The trial of Ruslan Maratovich Asainov, a Kazakh-born U.S. citizen, was the latest in a series of cases against people accused of leaving their homelands around the world to join the militants in combat.
"Today's verdict in an American courtroom is a victory for our system of justice" and against the Islamic State group, Brooklyn-based U.S. Attorney Breon Peace said in a statement. Asainov's lawyers had no immediate comment.
A onetime broker who doted on his toddler daughter, Asainov converted to Islam around 2009 and later quit his job and started watching radical sermons online, his ex-wife testified. He abruptly left his family in Brooklyn in December 2013 and made his way to Syria as IS stormed to power.

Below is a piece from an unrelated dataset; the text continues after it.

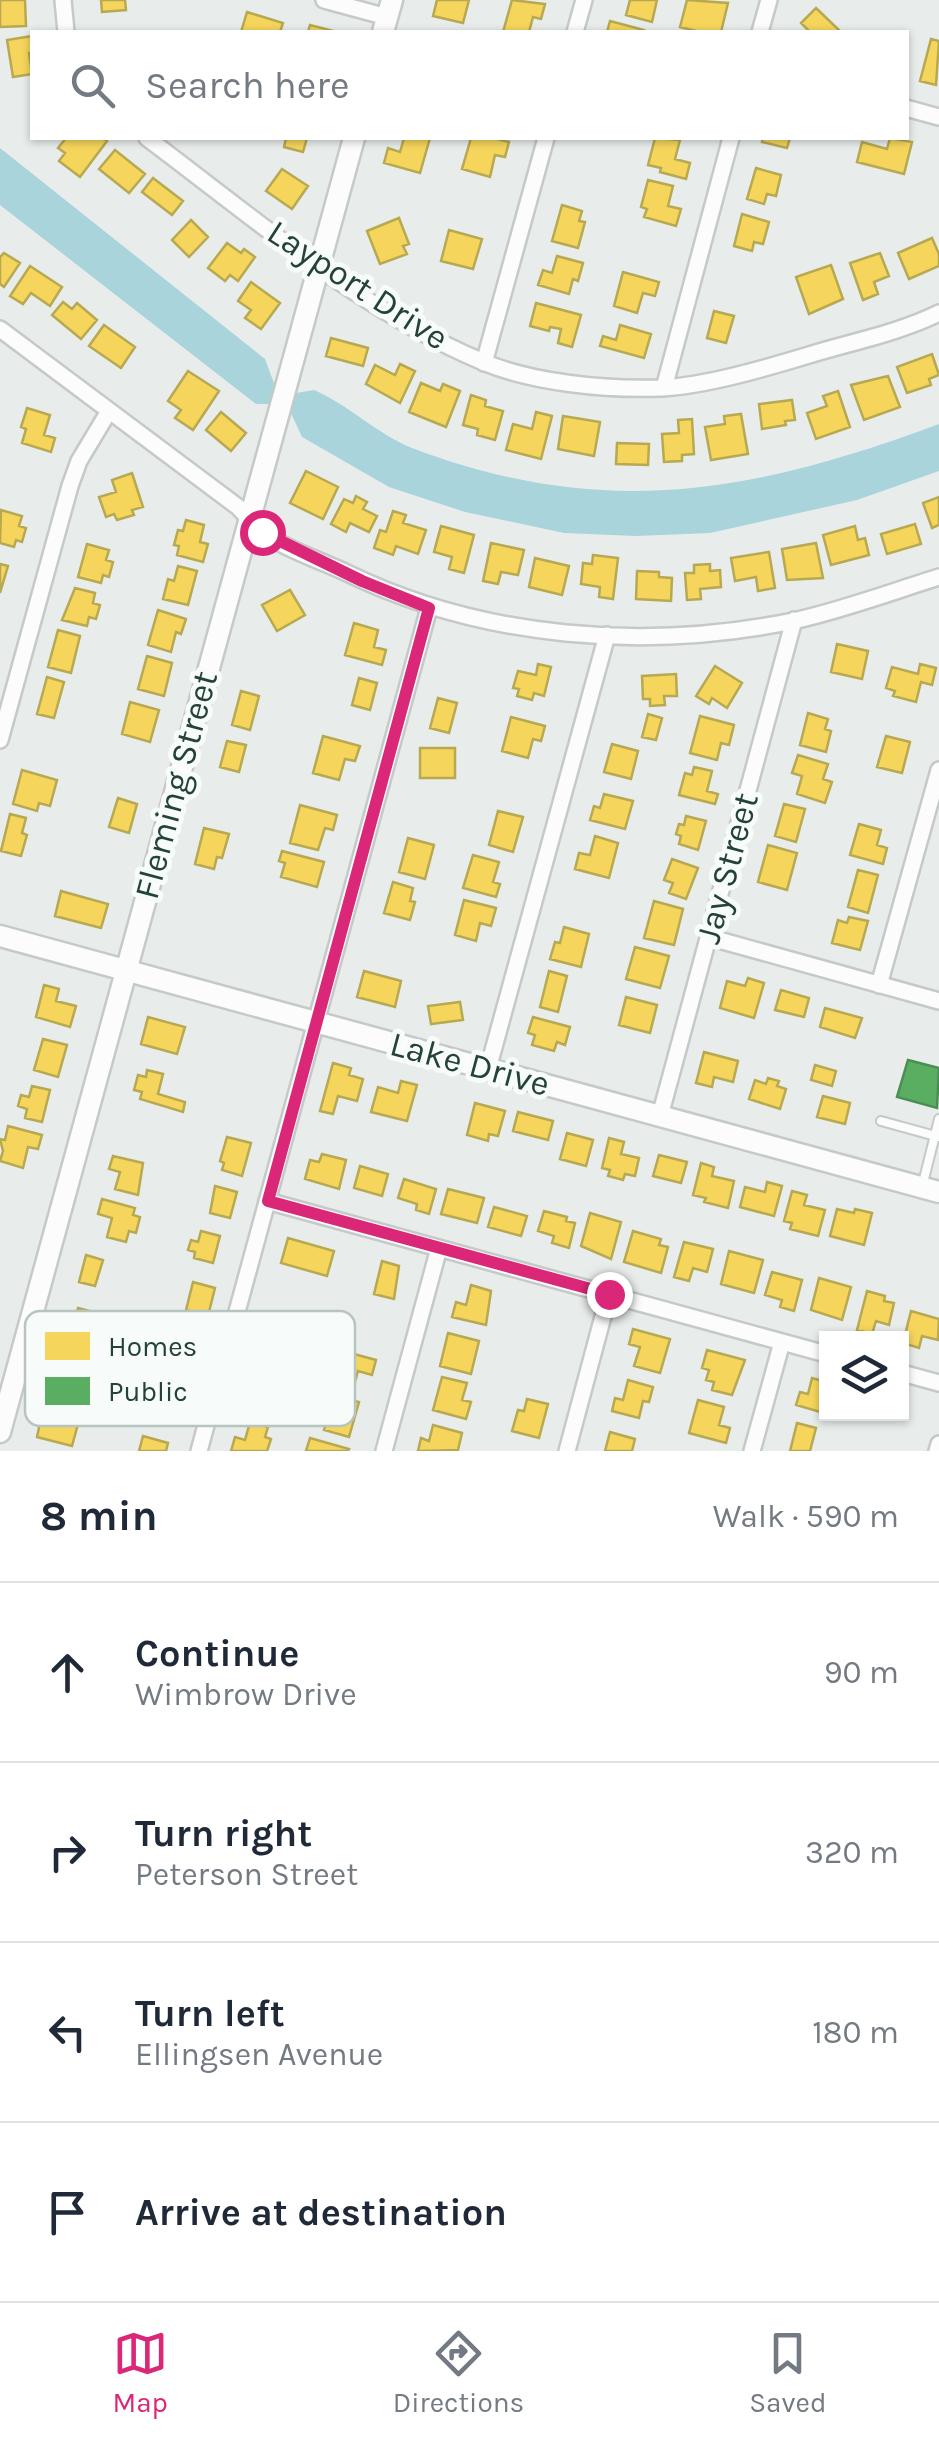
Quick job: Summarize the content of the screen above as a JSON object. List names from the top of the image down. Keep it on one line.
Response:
{"streets":{"street":["Layport Drive","Fleming Street","Jay Street","Lake Drive"]},"crossings":[["Layport Drive","Fleming Street"],["Fleming Street","Lake Drive"],["Jay Street","Lake Drive"]],"legend":["Homes","Public"],"page":{"search":"Search here","heading":["8 min","Walk · 590 m"],"list":[["Continue","Wimbrow Drive","90 m"],["Turn right","Peterson Street","320 m"],["Turn left","Ellingsen Avenue","180 m"],"Arrive at destination"],"nav":["Map","Directions","Saved"]}}
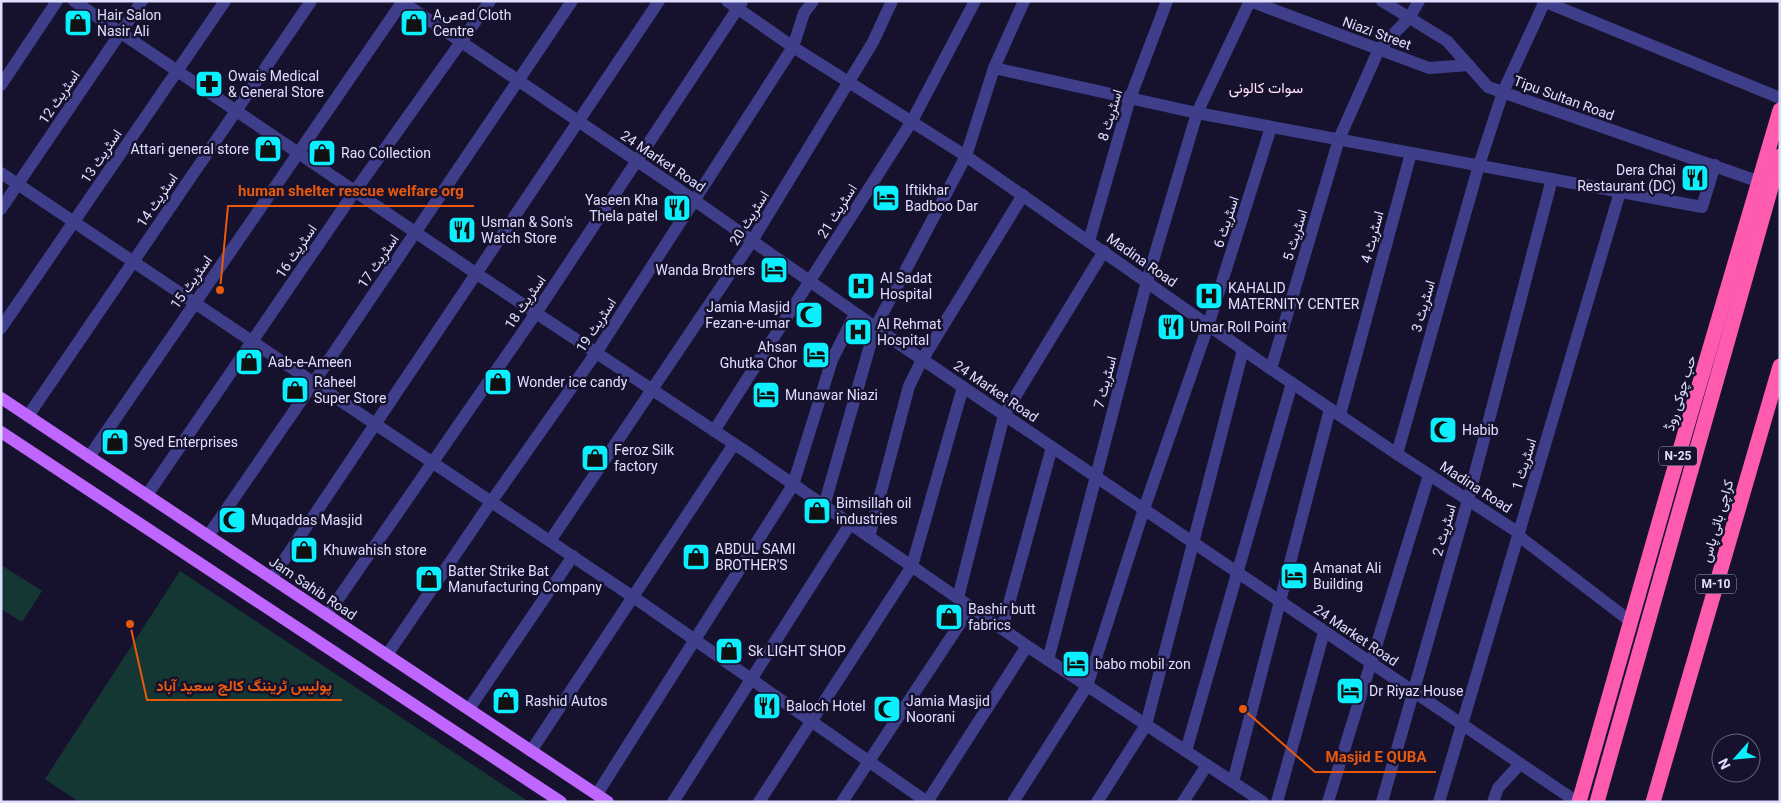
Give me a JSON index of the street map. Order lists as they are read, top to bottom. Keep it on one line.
{"streets":{"highway":["حب چوکی روڈ","N-25","کراچی بائی پاس","M-10"],"main road":["Jam Sahib Road"],"street":["Niazi Street","اسٹریٹ 12","Tipu Sultan Road","اسٹریٹ 8","اسٹریٹ 13","24 Market Road","اسٹریٹ 14","اسٹریٹ 21","اسٹریٹ 20","اسٹریٹ 6","اسٹریٹ 5","اسٹریٹ 4","اسٹریٹ 16","Madina Road","اسٹریٹ 17","اسٹریٹ 15","اسٹریٹ 18","اسٹریٹ 3","اسٹریٹ 19","اسٹریٹ 7","اسٹریٹ 1","اسٹریٹ 2"]},"crossings":[["Niazi Street","Tipu Sultan Road"],["Niazi Street","اسٹریٹ 5"],["Niazi Street","اسٹریٹ 7"],["Tipu Sultan Road","اسٹریٹ 3"],["Tipu Sultan Road","حب چوکی روڈ"],["اسٹریٹ 8","Madina Road"],["24 Market Road","اسٹریٹ 21"],["24 Market Road","اسٹریٹ 20"],["24 Market Road","اسٹریٹ 6"],["24 Market Road","اسٹریٹ 4"],["24 Market Road","اسٹریٹ 16"],["24 Market Road","اسٹریٹ 17"],["24 Market Road","اسٹریٹ 15"],["24 Market Road","اسٹریٹ 18"],["24 Market Road","اسٹریٹ 19"],["24 Market Road","اسٹریٹ 7"],["24 Market Road","حب چوکی روڈ"],["24 Market Road","اسٹریٹ 1"],["24 Market Road","اسٹریٹ 2"],["اسٹریٹ 14","Jam Sahib Road"],["اسٹریٹ 21","Madina Road"],["اسٹریٹ 20","Madina Road"],["اسٹریٹ 6","Madina Road"],["اسٹریٹ 5","Madina Road"],["اسٹریٹ 4","Madina Road"],["اسٹریٹ 16","Jam Sahib Road"],["Madina Road","اسٹریٹ 18"],["Madina Road","اسٹریٹ 3"],["Madina Road","اسٹریٹ 19"],["Madina Road","اسٹریٹ 7"],["Madina Road","حب چوکی روڈ"],["Madina Road","اسٹریٹ 1"],["Madina Road","اسٹریٹ 2"],["اسٹریٹ 17","Jam Sahib Road"],["اسٹریٹ 15","Jam Sahib Road"],["اسٹریٹ 18","Jam Sahib Road"],["اسٹریٹ 19","Jam Sahib Road"]],"districts":["سوات کالونی"],"places":{"shop":["Hair Salon Nasir Ali","Aصad Cloth Centre","Attari general store","Rao Collection","Aab-e-Ameen","Wonder ice candy","Raheel Super Store","Syed Enterprises","Feroz Silk factory","Bimsillah oil industries","Khuwahish store","ABDUL SAMI BROTHER'S","Batter Strike Bat Manufacturing Company","Bashir butt fabrics","Sk LIGHT SHOP","Rashid Autos"],"pharmacy":["Owais Medical & General Store"],"restaurant":["Dera Chai Restaurant (DC)","Yaseen Kha Thela patel","Usman & Son's Watch Store","Umar Roll Point","Baloch Hotel"],"hotel":["Iftikhar Badboo Dar","Wanda Brothers","Ahsan Ghutka Chor","Munawar Niazi","Amanat Ali Building","babo mobil zon","Dr Riyaz House"],"hospital":["Al Sadat Hospital","KAHALID MATERNITY CENTER","Al Rehmat Hospital"],"other":["human shelter rescue welfare org","پولیس ٹریننگ کالج سعید آباد","Masjid E QUBA"],"mosque":["Jamia Masjid Fezan-e-umar","Habib","Muqaddas Masjid","Jamia Masjid Noorani"]},"north":"bottom left"}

In a case built largely on Asainov's own words in messaging apps, emails, recorded phone calls and an FBI interview, prosecutors said he fought in numerous battles and built a notable profile in IS by becoming a sniper and later an instructor of nearly 100 other long-range shooters.

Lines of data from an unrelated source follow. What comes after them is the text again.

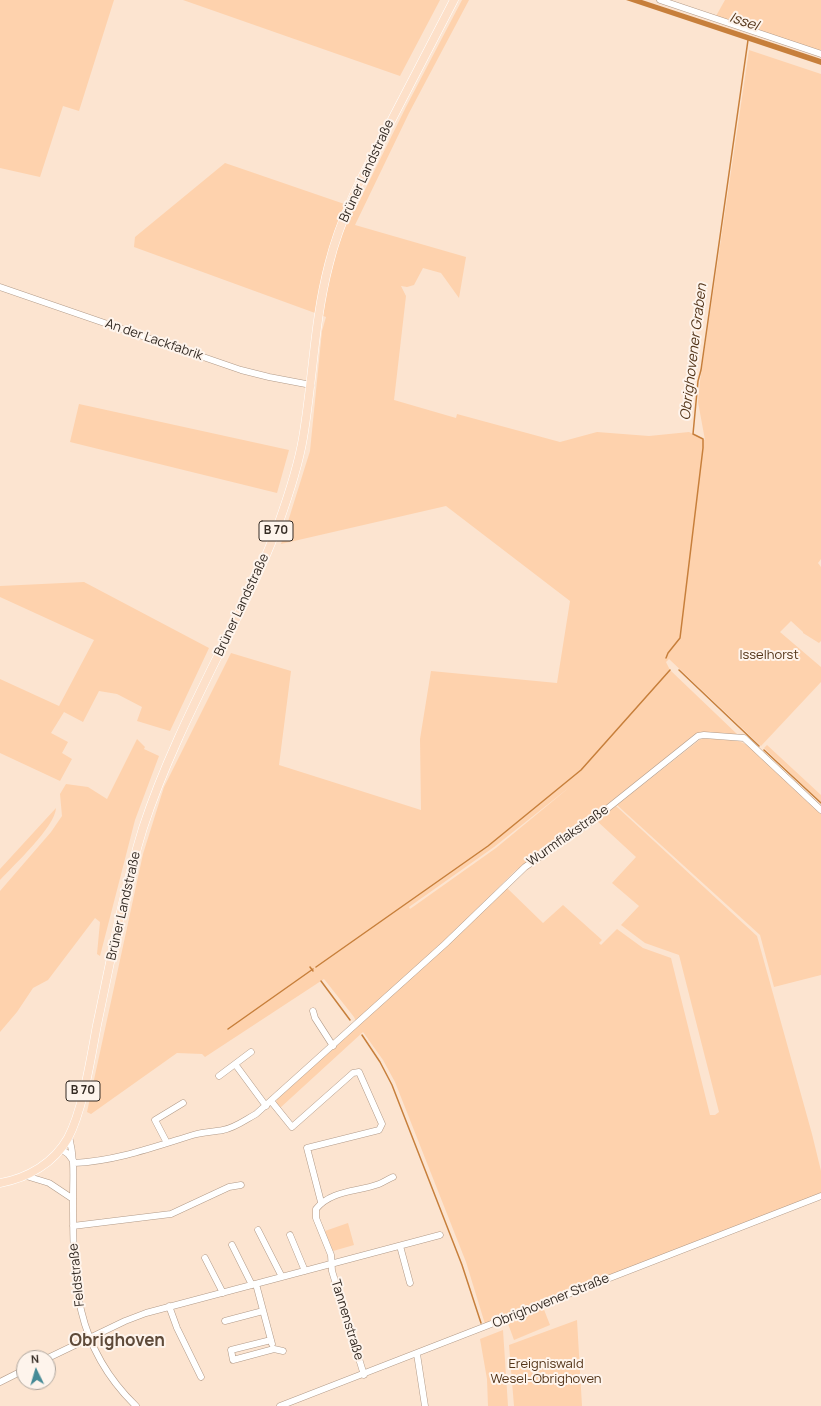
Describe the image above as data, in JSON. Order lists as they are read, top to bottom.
{
  "streets": {
    "main road": ["Brüner Landstraße", "B 70"],
    "street": [
      "An der Lackfabrik",
      "Wurmflakstraße",
      "Feldstraße",
      "Obrighovener Straße",
      "Tannenstraße"
    ]
  },
  "crossings": [
    ["Brüner Landstraße", "An der Lackfabrik"],
    ["Brüner Landstraße", "Feldstraße"],
    ["Wurmflakstraße", "Feldstraße"],
    ["Feldstraße", "Tannenstraße"],
    ["Obrighovener Straße", "Tannenstraße"]
  ],
  "districts": ["Obrighoven"],
  "water": ["Issel", "Obrighovener Graben"],
  "parks": ["Isselhorst", "Ereigniswald Wesel-Obrighoven"],
  "north": "top"
}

"The evidence has shown that people died as a result of the defendant's conduct. It is time to hold him accountable," prosecutor Douglas Pravda told a Brooklyn federal court jury in a closing argument.
Asainov, 46, didn't testify, telling the court he was "not part of this process."
His lawyers didn't dispute that he went to Syria and affiliated with the Islamic State group, but they argued that his accounts of his role were boasts that had no firsthand corroboration and didn't prove anyone died because of his conduct.
"Nobody's arguing to you that Mr. Asainov's view of the world is not a very warped view," defense attorney Sabrina Shroff said in her summation, asking the jury "not to confuse his views with what is needed to convict him beyond a reasonable doubt."
"There's not a single piece of paper that ties Mr. Asainov to anything in the Islamic State that would tell you he, in fact, is the person he claims to be," she said.
Jurors, whose identities were kept confidential, found Asainov guilty of offenses that include providing and attempting to provide material support to what the U.S. designates a foreign terrorist organization. The jury also concluded that his actions caused at least one death, a finding that means he faces the potential of life in prison. His sentencing is set for June 7.
Fighting left a swath of deaths, displacement and destruction in major cities and beyond. The extremists lost the last remnants of their realm in 2019.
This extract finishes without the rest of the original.